Saturday, December 26, 2015

Testing a potential Moderator

Introduction

In this assignment, I will attempt to identify the impact of population density on relationship between "incomeperperson" and "relectricperperson" based on the gapminder data. My earlier analysis revealed a strong relationship between per capita income and per person electric consumption globally. 

Variables

Explanatory: "relectricperperson"
Response: "incomeperperson"
Moderator: "urbanrate"


Data Analysis

import pandas
import seaborn
import scipy
import os
import matplotlib.pyplot as plt
import statsmodels.formula.api as smf


# bug fix for display format to avoid run time errors
pandas.set_option('display.float_format', lambda x: '%f' % x)

# Set pandas to display all columns and rows in DataFrame
pandas.set_option('display.max_rows', None)
pandas.set_option('display.max_columns', None)

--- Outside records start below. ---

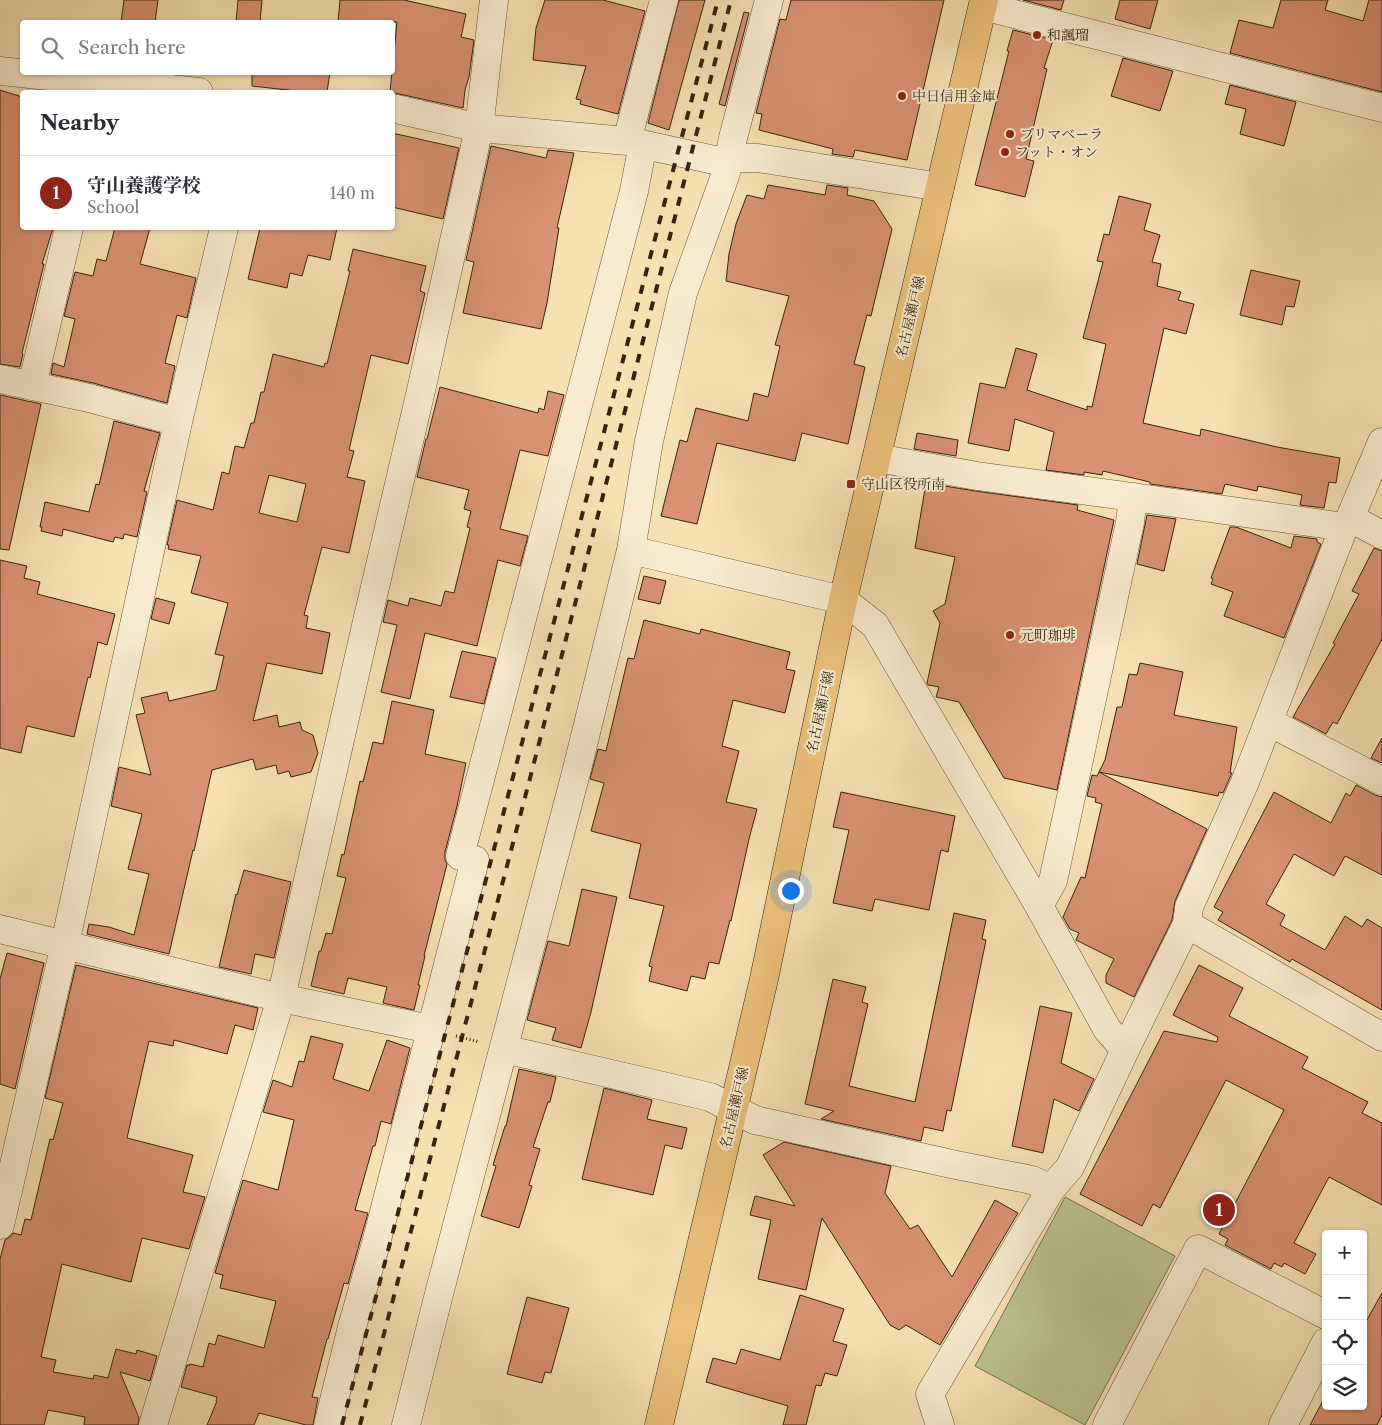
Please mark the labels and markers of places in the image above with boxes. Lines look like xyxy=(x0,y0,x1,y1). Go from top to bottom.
place label: 和諷瑠 xyxy=(1047,26,1089,44)
marker: 和諷瑠 xyxy=(1031,29,1043,41)
place label: 中日信用金庫 xyxy=(912,87,996,105)
marker: 中日信用金庫 xyxy=(896,90,908,102)
place label: プリマベーラ xyxy=(1020,125,1103,143)
marker: プリマベーラ xyxy=(1004,128,1016,140)
place label: フット・オン xyxy=(1015,143,1098,161)
marker: フット・オン xyxy=(999,146,1011,158)
place label: 守山区役所南 xyxy=(861,475,945,493)
marker: 守山区役所南 xyxy=(845,478,857,490)
place label: 元町珈琲 xyxy=(1020,626,1076,644)
marker: 元町珈琲 xyxy=(1004,629,1016,641)
pin: 1 xyxy=(1203,1191,1235,1229)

# define method to load data of interest


def load_data(data_dir, csv_file):
if __name__ == "__main__":
DATA_PATH = os.path.join(os.getcwd(), data_dir)
DATA_FILE = os.path.join(DATA_PATH, csv_file)
data = pandas.read_csv(DATA_FILE, low_memory=False)
return data


# loading data
data = load_data('data', 'gapminder.csv')

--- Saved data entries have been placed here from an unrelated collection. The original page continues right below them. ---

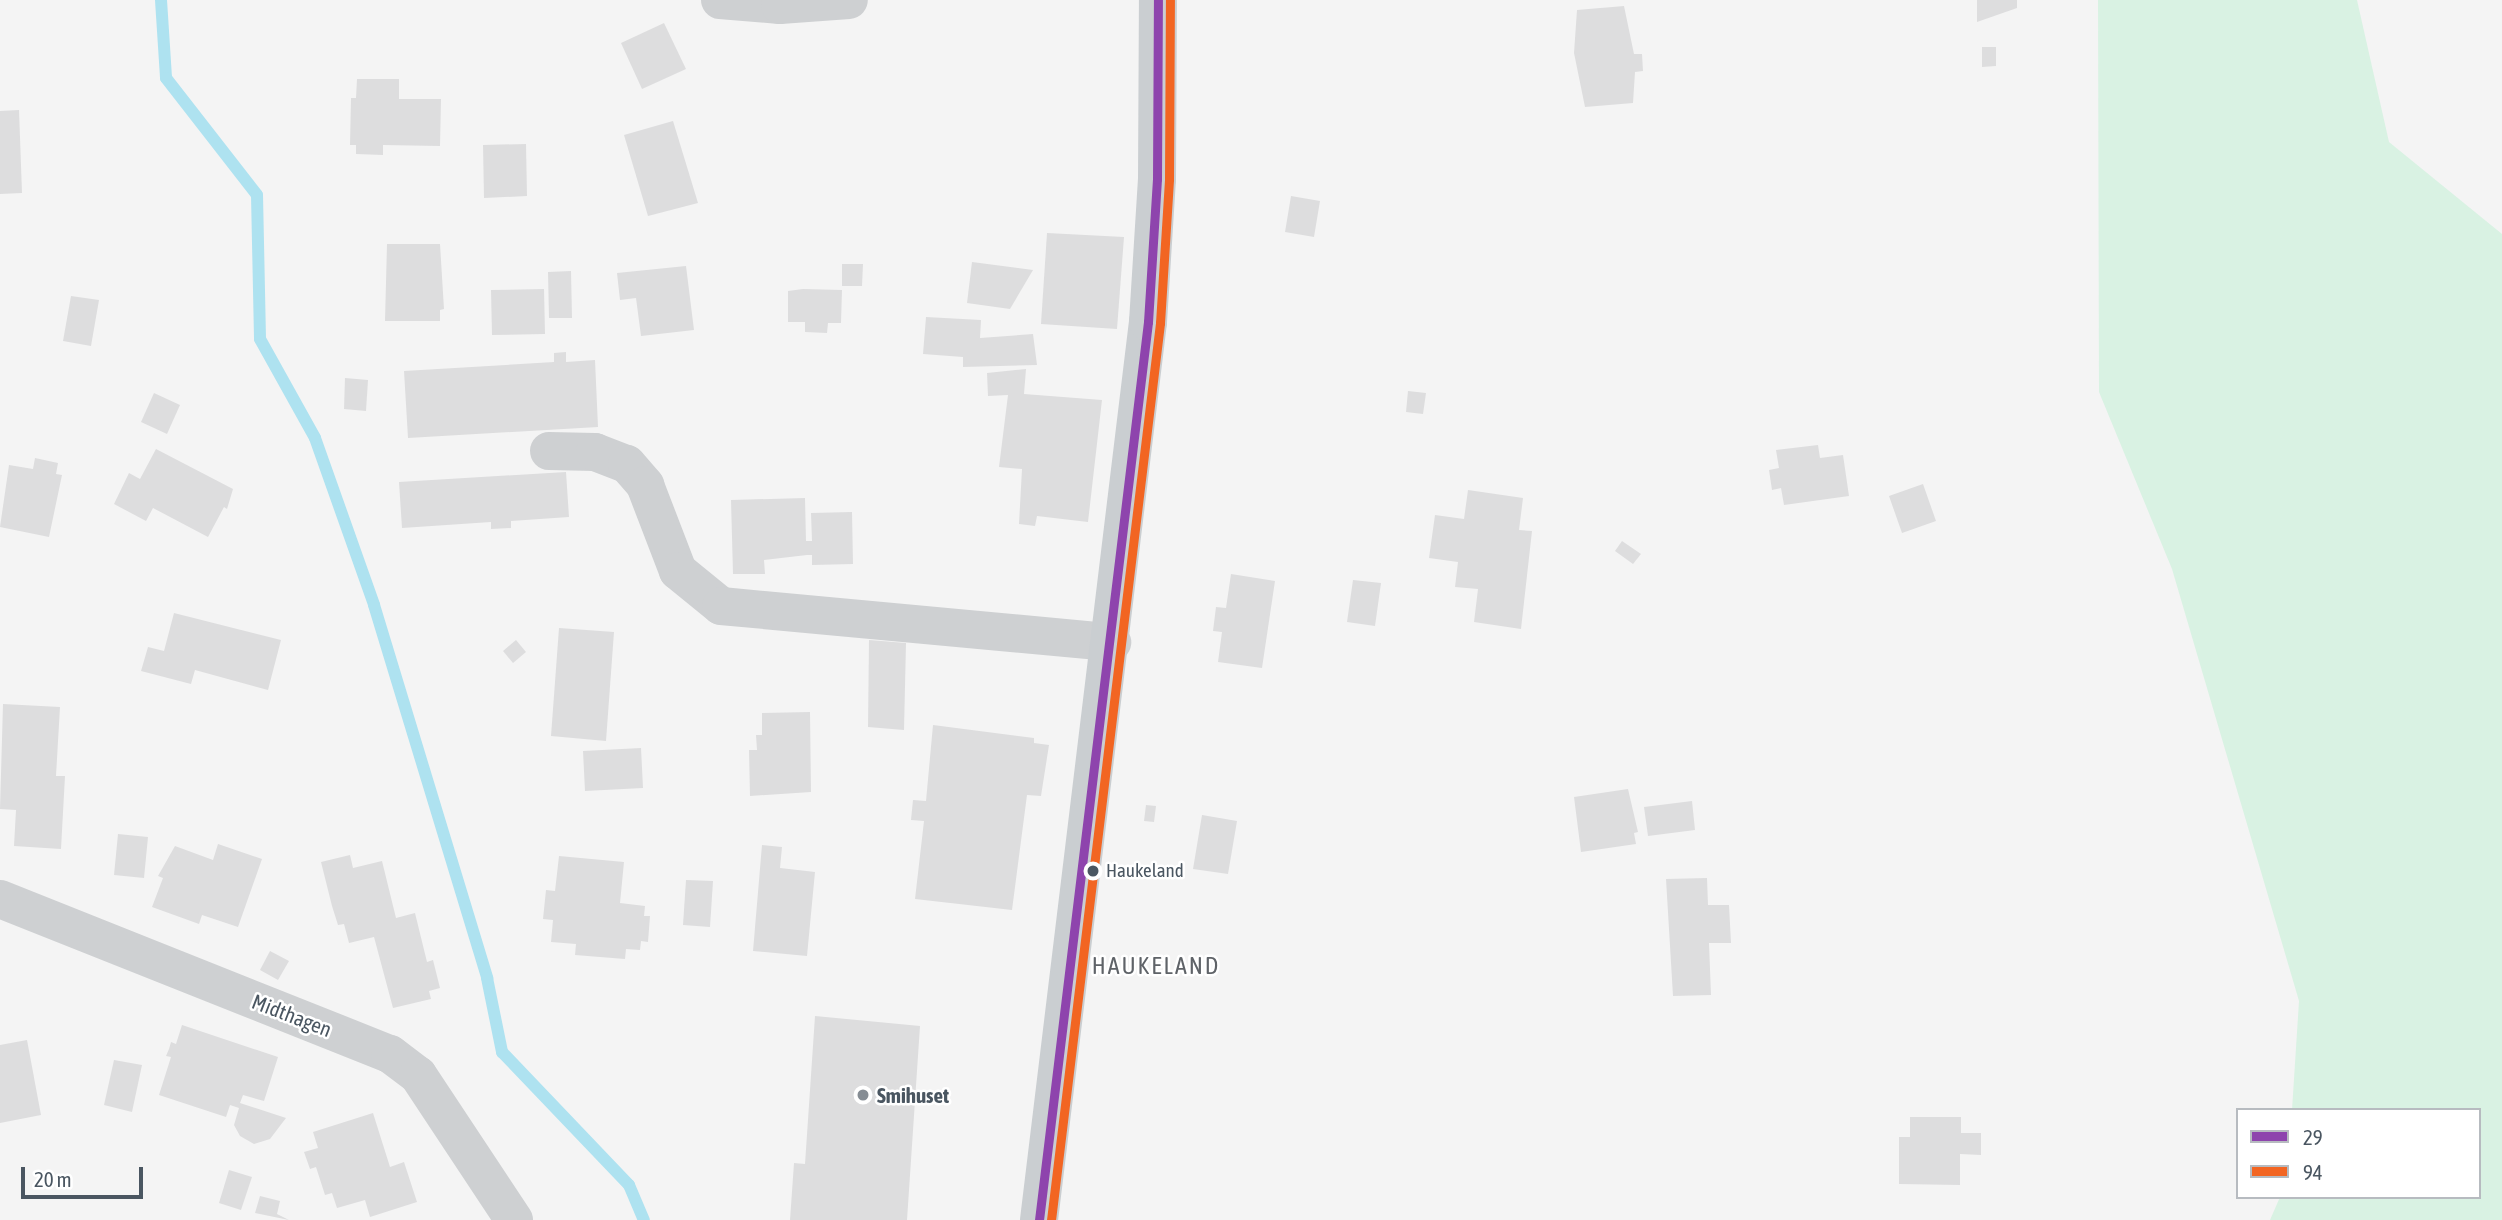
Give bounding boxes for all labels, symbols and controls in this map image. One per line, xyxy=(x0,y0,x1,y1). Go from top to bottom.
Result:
place label: Haukeland xyxy=(1106,860,1184,882)
marker: Haukeland xyxy=(1086,864,1100,878)
district label: HAUKELAND xyxy=(1093,952,1219,980)
street label: Midthagen xyxy=(249,988,335,1042)
place label: Smihuset xyxy=(877,1082,949,1108)
marker: Smihuset xyxy=(855,1087,871,1103)
legend xyxy=(2236,1108,2481,1199)
text: 29 xyxy=(2303,1125,2323,1149)
scale bar xyxy=(24,1154,147,1198)
text: 94 xyxy=(2303,1160,2323,1184)
text: 20 m xyxy=(34,1167,72,1191)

# Extracting data pertinent to variables of interest
data = data[['incomeperperson', 'relectricperperson', 'urbanrate']]

# setting variables of interest to numeric
data['incomeperperson'] = \
pandas.to_numeric(data['incomeperperson'], errors='coerce')
data['relectricperperson'] = \
pandas.to_numeric(data['relectricperperson'], errors='coerce')
data['urbanrate'] = \
pandas.to_numeric(data['urbanrate'], errors='coerce')
print(data.head(20))

data = data.dropna()

# Splitting per capita income in 3 tranches
def percapitagdp(row):
if row['incomeperperson'] <= data['incomeperperson'].quantile(.25):
return 0
if row['incomeperperson'] > data['incomeperperson'].quantile(.25) and\
row['incomeperperson'] <= data['incomeperperson'].quantile(.75):
return 1
if row['incomeperperson'] > data['incomeperperson'].quantile(.75):
return 2


data['percapitagdp'] = data.apply(lambda row: percapitagdp(row), axis=1)

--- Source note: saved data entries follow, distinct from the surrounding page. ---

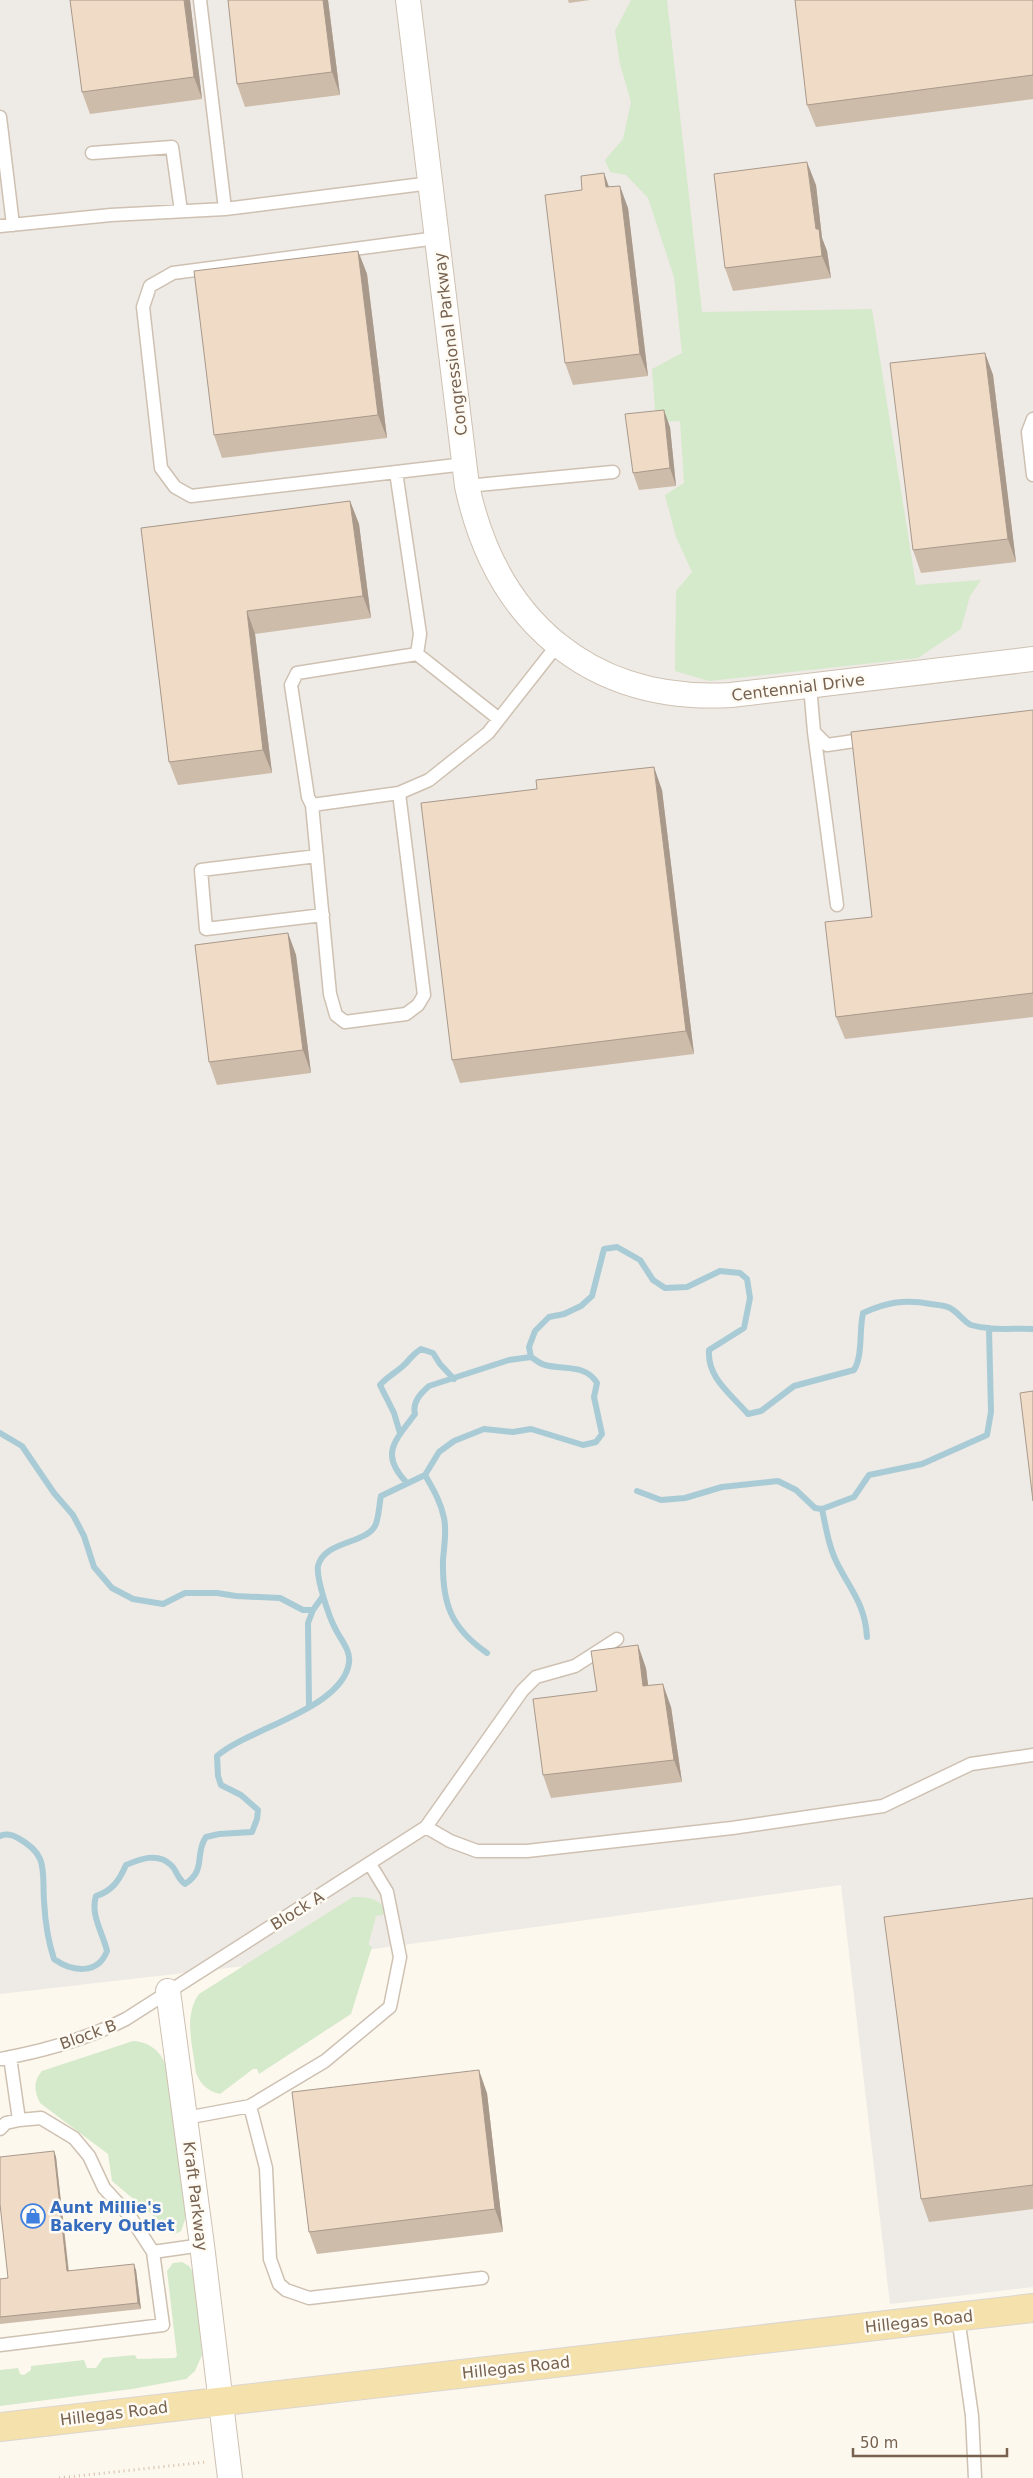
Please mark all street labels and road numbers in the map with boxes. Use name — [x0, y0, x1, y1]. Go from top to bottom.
street label: Congressional Parkway — [430, 251, 471, 437]
street label: Centennial Drive — [730, 670, 866, 705]
street label: Block A — [267, 1887, 327, 1934]
street label: Block B — [57, 2015, 119, 2054]
street label: Kraft Parkway — [179, 2140, 212, 2252]
street label: Hillegas Road — [864, 2306, 974, 2337]
street label: Hillegas Road — [461, 2352, 571, 2383]
street label: Hillegas Road — [59, 2397, 169, 2430]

# Creating dataframe for each income group: 0 : Low Income, 1 : Middle Income
# 2: High Income
low_gdp = data[(data['percapitagdp'] == 0)]
print(low_gdp)

medium_gdp = data[(data['percapitagdp'] == 1)]
print(medium_gdp)

high_gdp = data[(data['percapitagdp'] == 2)]

print(high_gdp)

# Splitting household electiricity consumption 2 tranches - 0: low per person
# electricity consumption, 1: high per person electricity consumption
def percapitakwh(row):
if row['relectricperperson'] <= data['relectricperperson'].quantile(.5):
return 0
if row['relectricperperson'] > data['relectricperperson'].quantile(.5):
return 1

data['percapitakWh'] = data.apply(lambda row: percapitakwh(row), axis=1)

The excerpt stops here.